───── Records provided ─────

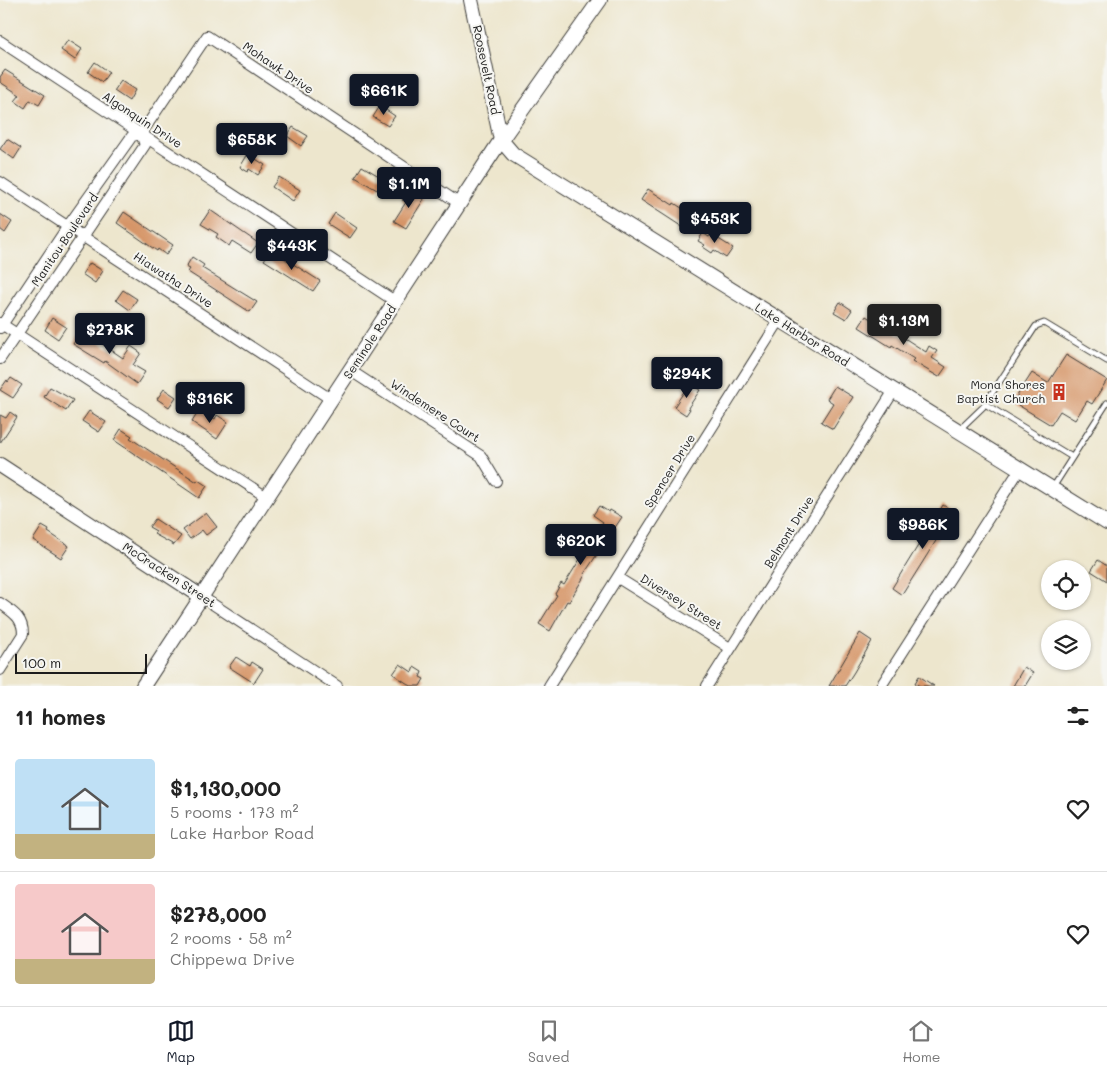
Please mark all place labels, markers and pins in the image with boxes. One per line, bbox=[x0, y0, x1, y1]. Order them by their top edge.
pin: $661K bbox=[349, 74, 419, 116]
pin: $658K bbox=[217, 122, 287, 165]
pin: $1.1M bbox=[374, 166, 444, 209]
pin: $453K bbox=[680, 202, 750, 244]
pin: $443K bbox=[257, 228, 327, 271]
pin: $1.13M bbox=[863, 304, 945, 346]
pin: $278K bbox=[75, 312, 145, 355]
pin: $294K bbox=[652, 356, 722, 399]
place label: Mona Shores Baptist Church bbox=[957, 376, 1045, 406]
pin: $316K bbox=[175, 382, 245, 424]
building icon: Mona Shores Baptist Church bbox=[1049, 382, 1069, 402]
pin: $986K bbox=[888, 508, 958, 550]
pin: $620K bbox=[546, 524, 616, 566]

─────

**What this task involves**
Your answer must restate the entries word for word and contain no pictures.

**Exercise response**
Please mark all place labels, markers and pins in the image with boxes. One per line, bbox=[x0, y0, x1, y1]. Order them by their top edge.
pin: $661K bbox=[349, 74, 419, 116]
pin: $658K bbox=[217, 122, 287, 165]
pin: $1.1M bbox=[374, 166, 444, 209]
pin: $453K bbox=[680, 202, 750, 244]
pin: $443K bbox=[257, 228, 327, 271]
pin: $1.13M bbox=[863, 304, 945, 346]
pin: $278K bbox=[75, 312, 145, 355]
pin: $294K bbox=[652, 356, 722, 399]
place label: Mona Shores Baptist Church bbox=[957, 376, 1045, 406]
pin: $316K bbox=[175, 382, 245, 424]
building icon: Mona Shores Baptist Church bbox=[1049, 382, 1069, 402]
pin: $986K bbox=[888, 508, 958, 550]
pin: $620K bbox=[546, 524, 616, 566]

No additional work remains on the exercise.